I went to an autobody repair tech school after high school (after trying college which I hated and quit) and we used DuPont Centari. I painted several cars during the course and it layed on very smooth as it flowed well with the hardener added. So I always used Centari on all the cars I painted out of my garage for a few extra dollars. Always liked how smooth it flowed and the shine afterwards. Always laid a non-sanding primer sealer down prior to color painting.

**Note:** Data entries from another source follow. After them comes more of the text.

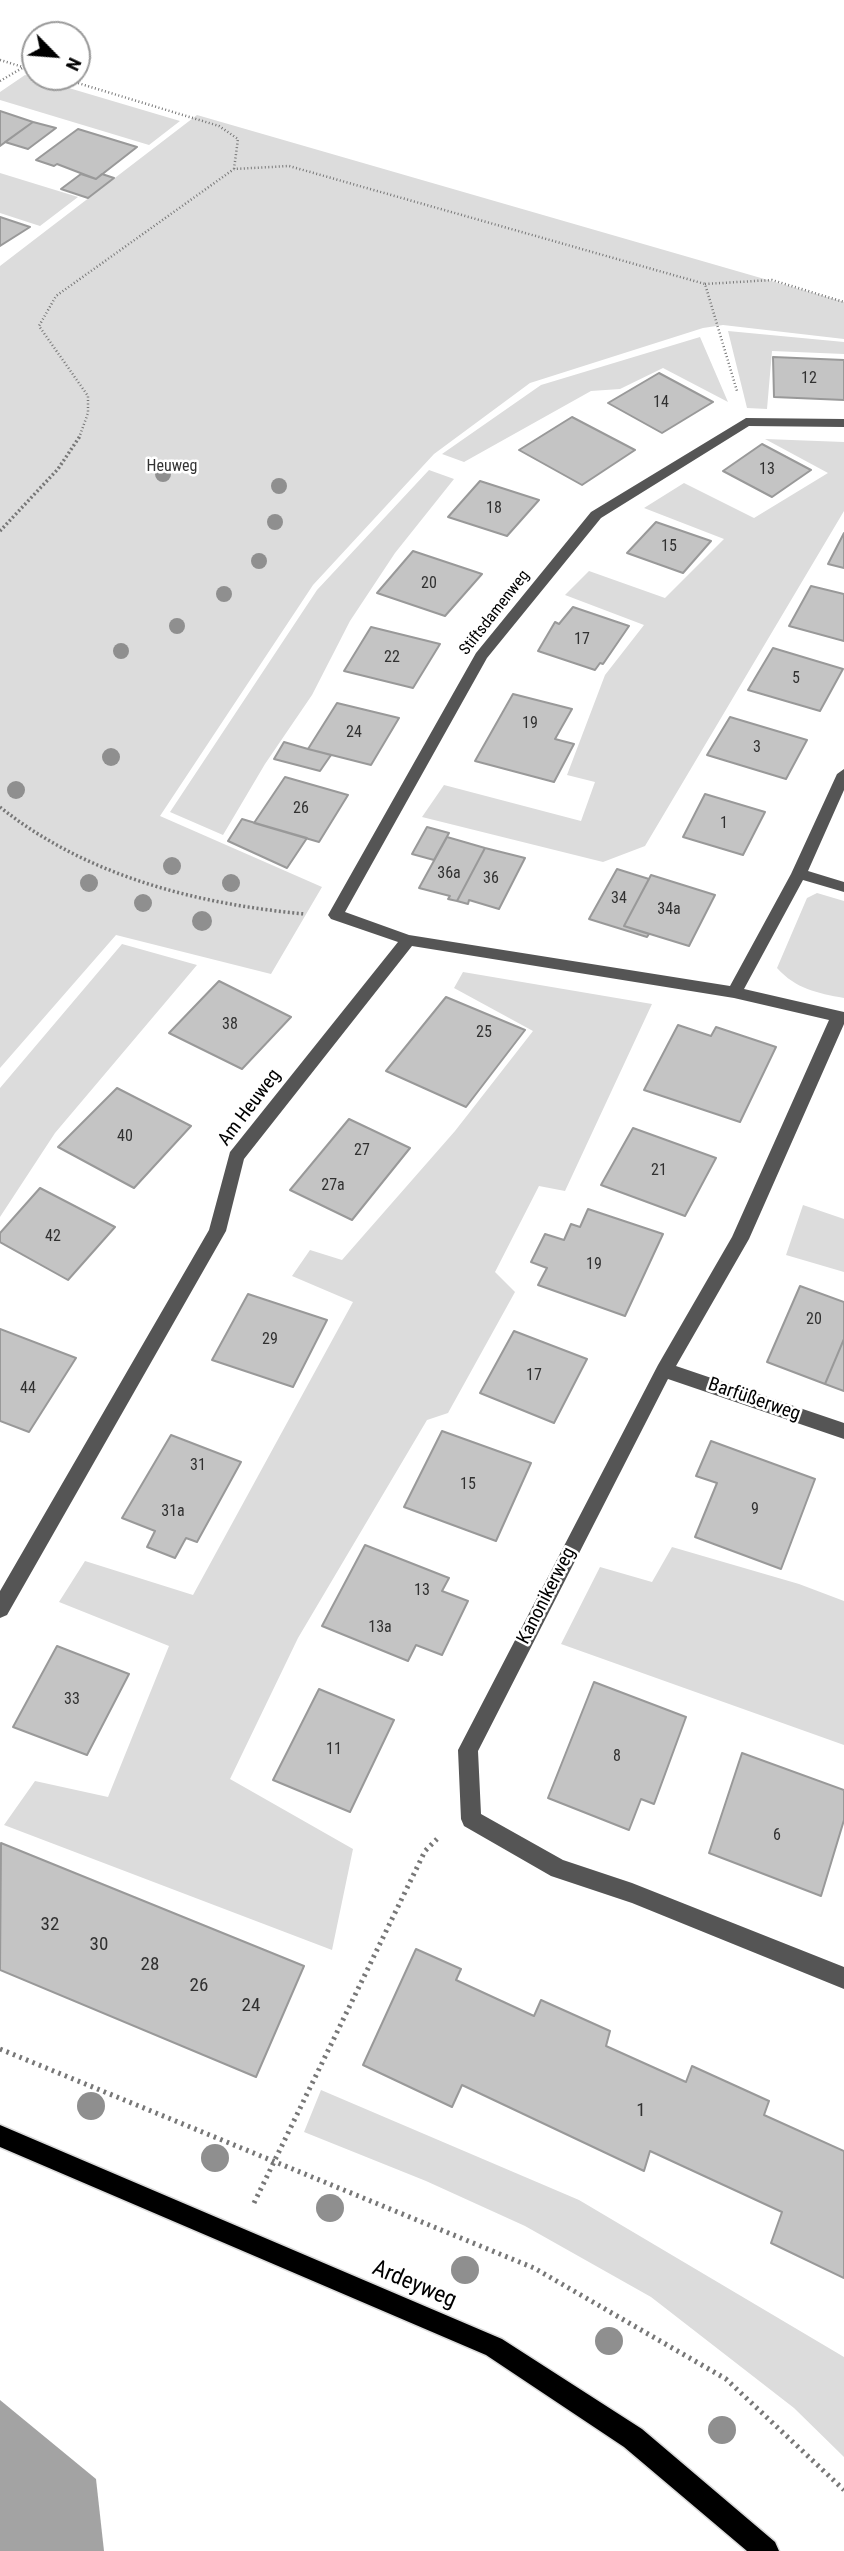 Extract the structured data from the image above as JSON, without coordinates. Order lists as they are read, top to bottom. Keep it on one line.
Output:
{"streets":{"main road":["Ardeyweg"],"street":["Stiftsdamenweg","Am Heuweg","Barfüßerweg","Kanonikerweg"]},"crossings":[["Barfüßerweg","Kanonikerweg"]],"parks":["Heuweg"],"house_numbers":["12","14","13","18","15","20","17","22","5","19","24","3","26","1","36a","36","34","34a","38","25","40","27","21","27a","42","19","20","29","17","44","31","15","9","31a","13","13a","33","11","8","6","32","30","28","26","24","1"],"north":"bottom right"} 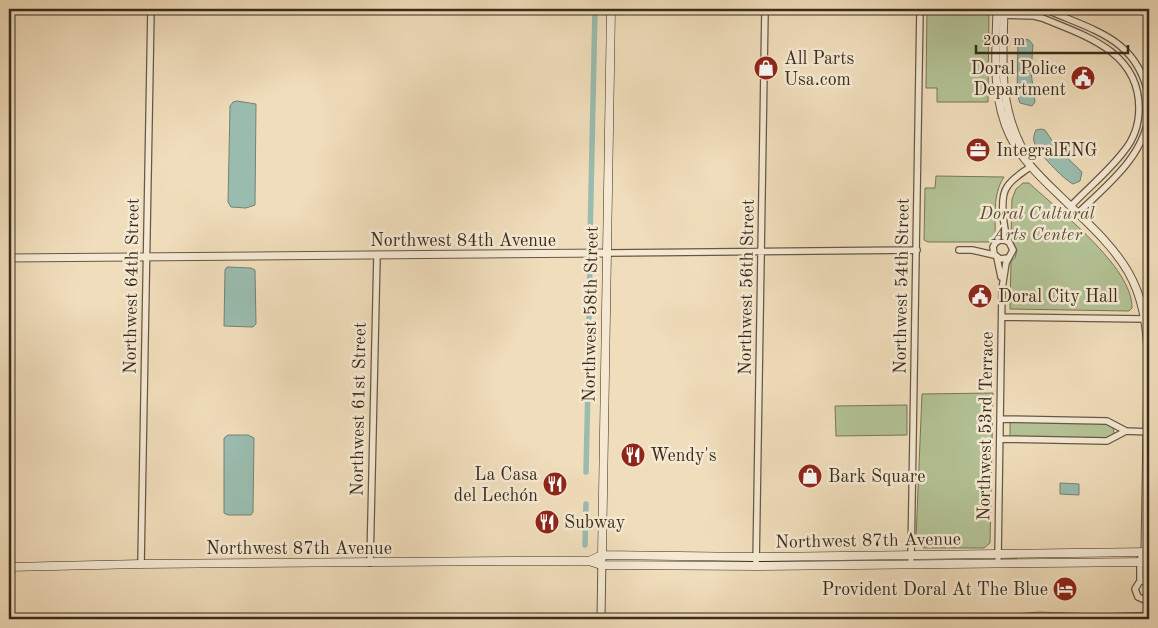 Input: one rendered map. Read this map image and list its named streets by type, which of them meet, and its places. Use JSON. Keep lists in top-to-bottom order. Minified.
{"streets":{"main road":["Northwest 58th Street","Northwest 87th Avenue"],"street":["Northwest 84th Avenue","Northwest 64th Street","Northwest 54th Street","Northwest 56th Street","Northwest 61st Street","Northwest 53rd Terrace"]},"crossings":[["Northwest 84th Avenue","Northwest 64th Street"],["Northwest 84th Avenue","Northwest 54th Street"],["Northwest 84th Avenue","Northwest 56th Street"],["Northwest 84th Avenue","Northwest 58th Street"],["Northwest 84th Avenue","Northwest 61st Street"],["Northwest 64th Street","Northwest 87th Avenue"],["Northwest 54th Street","Northwest 87th Avenue"],["Northwest 56th Street","Northwest 87th Avenue"],["Northwest 58th Street","Northwest 87th Avenue"],["Northwest 61st Street","Northwest 87th Avenue"],["Northwest 53rd Terrace","Northwest 87th Avenue"]],"parks":["Doral Cultural Arts Center"],"places":{"shop":["All Parts Usa.com","Bark Square"],"public building":["Doral Police Department","Doral City Hall"],"office":["IntegralENG"],"restaurant":["Wendy's","La Casa del Lechón","Subway"],"hotel":["Provident Doral At The Blue"]},"scale_bar":"200 m"} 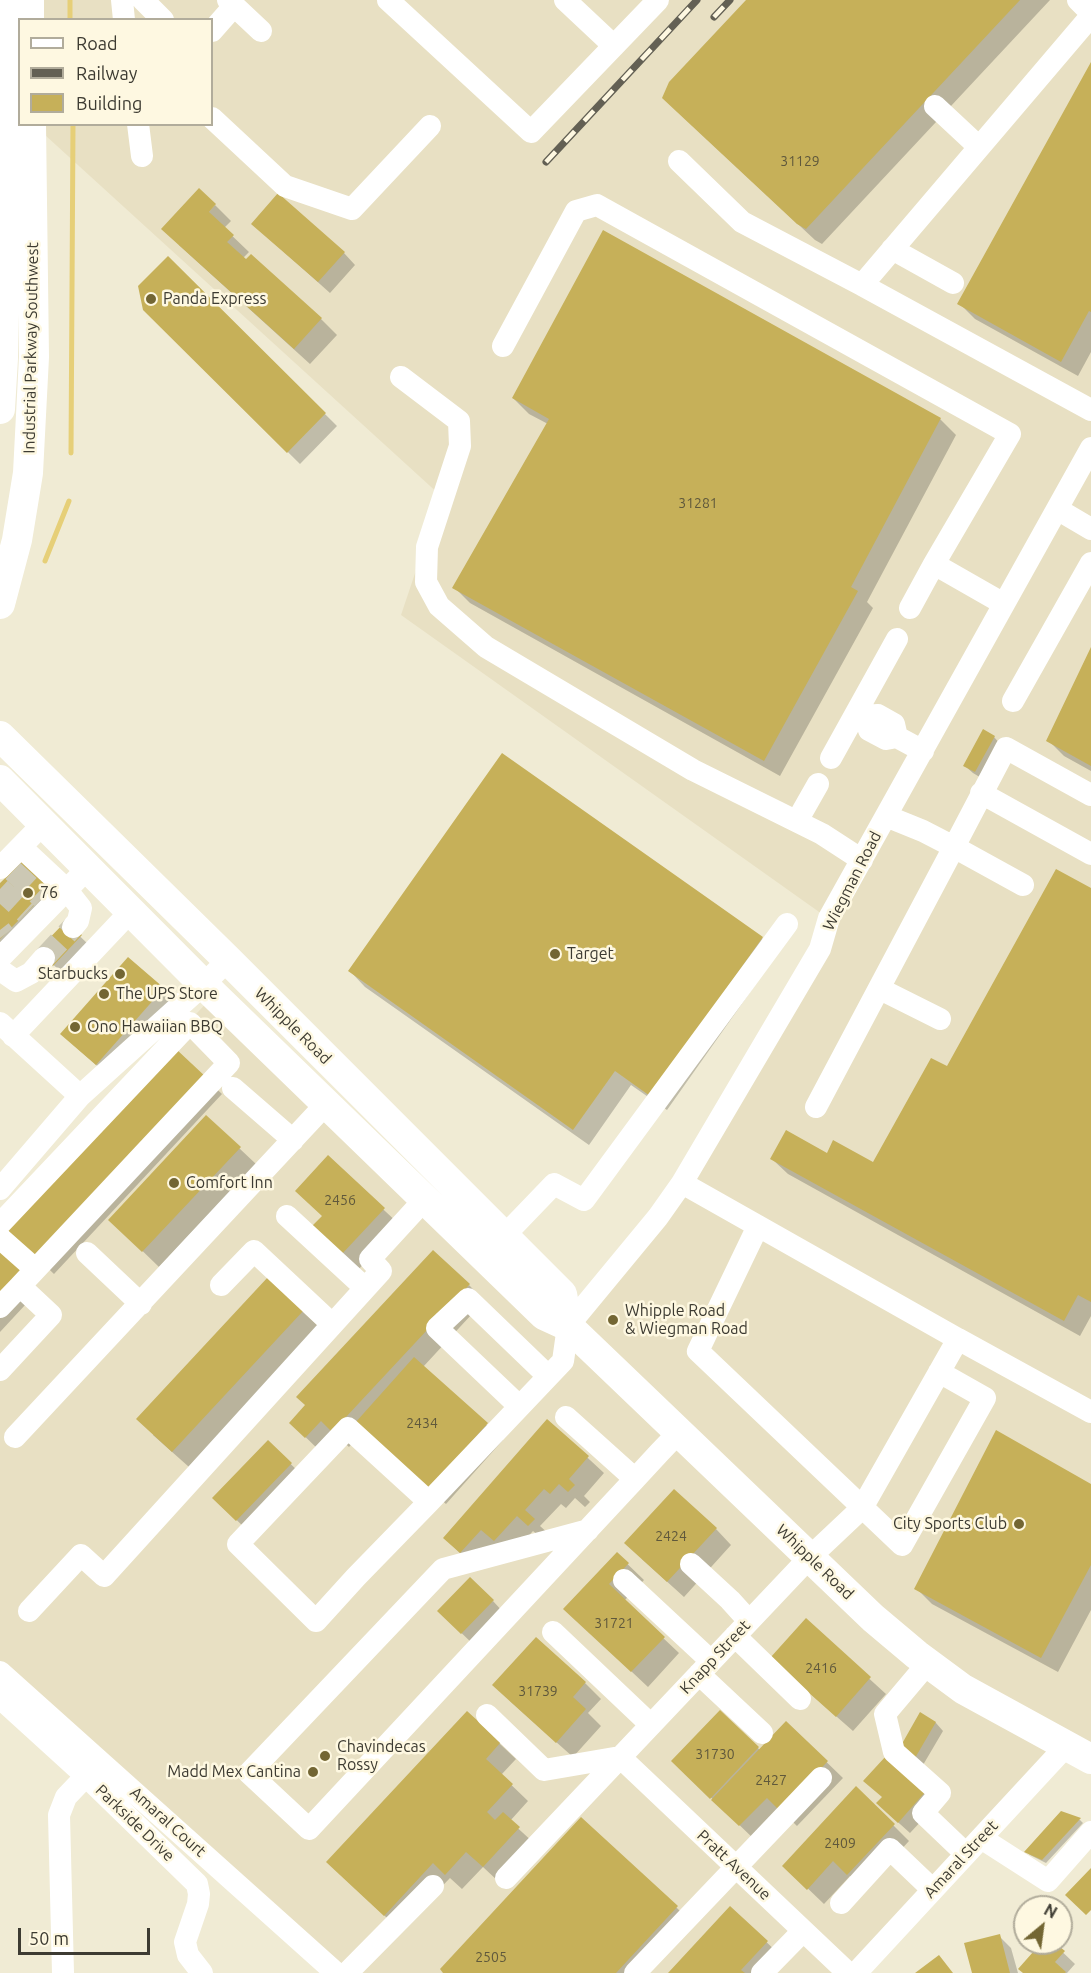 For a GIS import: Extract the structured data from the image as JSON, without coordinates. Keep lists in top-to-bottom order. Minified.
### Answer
{"streets":{"main road":["Industrial Parkway Southwest","Whipple Road"],"street":["Wiegman Road","Knapp Street","Amaral Court","Parkside Drive","Amaral Street","Pratt Avenue"]},"crossings":[["Wiegman Road","Whipple Road"],["Whipple Road","Knapp Street"],["Whipple Road","Amaral Street"],["Knapp Street","Pratt Avenue"]],"places":["Panda Express","76","Target","Starbucks","The UPS Store","Ono Hawaiian BBQ","Comfort Inn","Whipple Road & Wiegman Road","City Sports Club","Chavindecas Rossy","Madd Mex Cantina"],"house_numbers":["31129","31281","2456","2434","2424","31721","2416","31739","31730","2427","2409","2505"],"legend":["Road","Railway","Building"],"scale_bar":"50 m","north":"top right"}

Our painter at my workplace has restored/painted a couple older cars and he said the 2-part system worked nice for wet sanding. He said the clear coat is a polyurethane and if you had any blemishes, you could easily sand and buff, and even touch up and sand & buff. He said the problem was if you went into the color coat beneath the clear, then you had a problem. So he recommended it if you were going to wet sand and buff to get that glass smooth finish and shine. I have not painted a car in 35 years, so have not had the experience of using today's paints. :thumbsup:


----------



## 1966tempest (Jul 14, 2015)

PontiacJim said:


> 1966tempest said:
> 
> 
> > I like to color sand with 2000, cut with Meguiars Diamond cut, then buff with sure finish.. key is to lay the clear flat.. if you want the sharp image. black being the hardest.
> ...


I really like Standox... a bit pricey.. I hate to paint in the garage, even if it's something small,.. I miss having access to shop...


----------



## 1966tempest (Jul 14, 2015)

1966tempest said:


> PontiacJim said:
> 
> 
> > 1966tempest said:
> ...


Clear is Standox.. I need to rent a booth when I paint the tempest..


----------



## CSD (Oct 15, 2018)

Got it back from the painter yesterday. Now the fun begins.


----------



## GoatBawb (Dec 18, 2016)

Yeah awesome to see those kids into it! Mine are teens and 20's now and don't care much about helping dad skin knuckles anymore. Enjoy it.


----------



## 1966GT0 (Jan 17, 2016)

Looking good, now everything you do is a step closer to being done.


----------



## CSD (Oct 15, 2018)

It’s been a little while since I last posted. Working on putting the car back together one piece at a time. What I’ve learned, if you think you took enough pictures during disassembly, take more!!! Still find myself scratching my head every now and then. Main project at the moment is wiring the car and keeping those wires hid. Will try and post some pics in the near future.


----------



## CSD (Oct 15, 2018)

Car is coming along. Not as fast as I would like, but taking my time and working through any hiccups. Car is 85% wired, just have trunk/tail lights left to do. All my brake lines are now ran, working through parking brake cable issues since I upgraded the car to disc brakes. Just have drivers side glass and windshield left to install. Got my new wheels and tire installed. Hope to fire her back up in the next couple weeks.


----------



## CSD (Oct 15, 2018)

The car is coming along. Actually fired the engine up for the first time in almost 4 years this past weekend. Working through making sure each system is working like it’s suppose to(completely rewired the car). Just need to wrap up wiring up the tail lights and then it will be off to the top shop and the exhaust shop.


----------



## CSD (Oct 15, 2018)

Finished up some valve train work. Anyone know how to post 30 sec video? Have some Engine idle porn.


----------



## CSD (Oct 15, 2018)

So the car is done except for some minor wiring and interior.















posi unit works.
hope to send to interior shop next week for a new cloth top and all the seats to be recovered and padded.


----------



## CSD (Oct 15, 2018)

Got the car back from the upholstery shop.


----------



## tiretread (Sep 28, 2015)

Great job so far and love the back story.


----------



## CSD (Oct 15, 2018)

I've got the car at the painters for a final buff and any last little tweaks.


----------



## CSD (Oct 15, 2018)

Here’s a few pics of the car in its heyda.


----------



## CSD (Oct 15, 2018)

Another at my parents wedding


----------



## CSD (Oct 15, 2018)

And now.


----------



## stich (Feb 15, 2016)

Absolutely BEAUTIFUL! Great job, now enjoy.


----------